Fair enough. I guess I REALLY wouldn't want to be older just so I could say that I witnessed those epic seasons of the 70's. But when you don't get to see something unfold before your very eyes, something that you find downright fascinating, you do become sort of jealous that you weren't old enough to remember those awesome times.
As a kid, I would listen to adults go on and on about Hall of Fame players such as Mean Joe and Bradshaw, and when I would mention players of the 80's like Louis Lipps and Mike Merriweather, my elders would snicker.
The more I heard about the "Super 70's," the more I wanted to witness a Super Steelers Era of my own.
Finally, after many years of wondering what it would be like, the Steelers won Super Bowl XL following the 2005 season, and that was a dream come true and enough to sustain this life-long fan for many years. However, they then won Super Bowl XLIII just a few years later, and made it back to Super Bowl XLV two seasons after that.
Three Super Bowls and two titles in six years might not quite be on par with four championships in six seasons, but it's not chopped liver. Furthermore, I can safely say that I'm now currently witnessing the second "Golden Age" in team history.
In quarterback Ben Roethlisberger, I've seen this generation's Terry Bradshaw. Like Bradshaw, Roethlisberger is an elite quarterback with all the talent in the world. You can probably debate for hours about who is better, but there is no debating how important an elite quarterback is for winning Super Bowls. To quote Bradshaw: "You can lose with me, but you'll never win without me."
In safety Troy Polamalu, I've witnessed this generation's Mel Blount. Yes, different positions, but both equally disruptive to opposing offenses. In his prime, Blount was such a dominant and physical corner, the NFL outlawed Bump 'n Run coverage and unofficially called it "The Mel Blount rule." They have yet to name any rules after Polamalu, but he's such a game-changer, he's the central focus of an opponent's game plan each and every week. And lastly, Blount and Polamalu each have the honor of being named the "NFL Defensive Player of the Year."

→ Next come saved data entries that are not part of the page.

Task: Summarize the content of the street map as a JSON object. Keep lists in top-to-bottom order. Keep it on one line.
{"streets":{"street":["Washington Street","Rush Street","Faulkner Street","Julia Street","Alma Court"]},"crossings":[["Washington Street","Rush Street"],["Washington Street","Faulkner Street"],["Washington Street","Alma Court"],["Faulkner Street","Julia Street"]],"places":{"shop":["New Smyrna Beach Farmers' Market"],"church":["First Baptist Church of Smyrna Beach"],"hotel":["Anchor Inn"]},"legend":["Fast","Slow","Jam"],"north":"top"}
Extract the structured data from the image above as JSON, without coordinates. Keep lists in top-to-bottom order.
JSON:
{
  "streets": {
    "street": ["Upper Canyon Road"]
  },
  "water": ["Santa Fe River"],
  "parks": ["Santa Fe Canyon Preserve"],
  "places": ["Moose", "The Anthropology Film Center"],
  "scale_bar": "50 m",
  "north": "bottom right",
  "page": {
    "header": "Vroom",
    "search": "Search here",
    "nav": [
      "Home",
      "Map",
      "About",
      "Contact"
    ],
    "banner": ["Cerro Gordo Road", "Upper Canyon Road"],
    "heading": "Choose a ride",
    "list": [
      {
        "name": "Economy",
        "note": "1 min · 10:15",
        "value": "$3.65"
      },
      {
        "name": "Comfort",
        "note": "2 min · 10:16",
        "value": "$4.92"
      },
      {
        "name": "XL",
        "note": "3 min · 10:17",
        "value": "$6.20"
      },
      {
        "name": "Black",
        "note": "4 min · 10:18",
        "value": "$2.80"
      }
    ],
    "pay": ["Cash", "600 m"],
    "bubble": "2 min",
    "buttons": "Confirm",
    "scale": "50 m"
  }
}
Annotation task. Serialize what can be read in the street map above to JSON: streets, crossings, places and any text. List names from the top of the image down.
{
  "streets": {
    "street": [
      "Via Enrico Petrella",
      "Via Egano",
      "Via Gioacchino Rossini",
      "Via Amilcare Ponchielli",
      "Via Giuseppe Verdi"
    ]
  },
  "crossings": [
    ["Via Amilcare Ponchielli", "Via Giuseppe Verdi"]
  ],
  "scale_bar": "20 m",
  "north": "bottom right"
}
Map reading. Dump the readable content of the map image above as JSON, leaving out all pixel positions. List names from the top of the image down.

In guard Alan Faneca, I may have seen this era's Mike Webster. Again, different positions. But much like Webster, who dominated the center position for most of his career, Faneca was considered by many to be the best guard in the league during his prime.
In wide receiver Hines Ward, I've witnessed this generation's...........oh, who am I kidding? They broke the mold when they made Hines Ward. He has all the receiving records, so it would be easy to compare him to Swann or Stallworth, but there was only one Hines Ward. He may be the only receiver in history to be known as much for his blocking and physical style of play as he is for his receiving. I suppose you could compare him to a player from the 70's, but it would most likely be a linebacker, and probably Jack Lambert.
But since there is only one Hines, I can say that the Lambert comparison is best reserved for linebacker James Harrison. Much like Lambert was back in the day, Harrison is an intense competitor who is difficult to deal with and has been known to play on the fringes from time-to-time. And like Lambert, Harrison is always the most focused man on the football field. I have a copy of the team's 2008 highlight video, and during a game in Cleveland, one of the Browns' offensive linemen says, "Number 92 is bringing it on every play."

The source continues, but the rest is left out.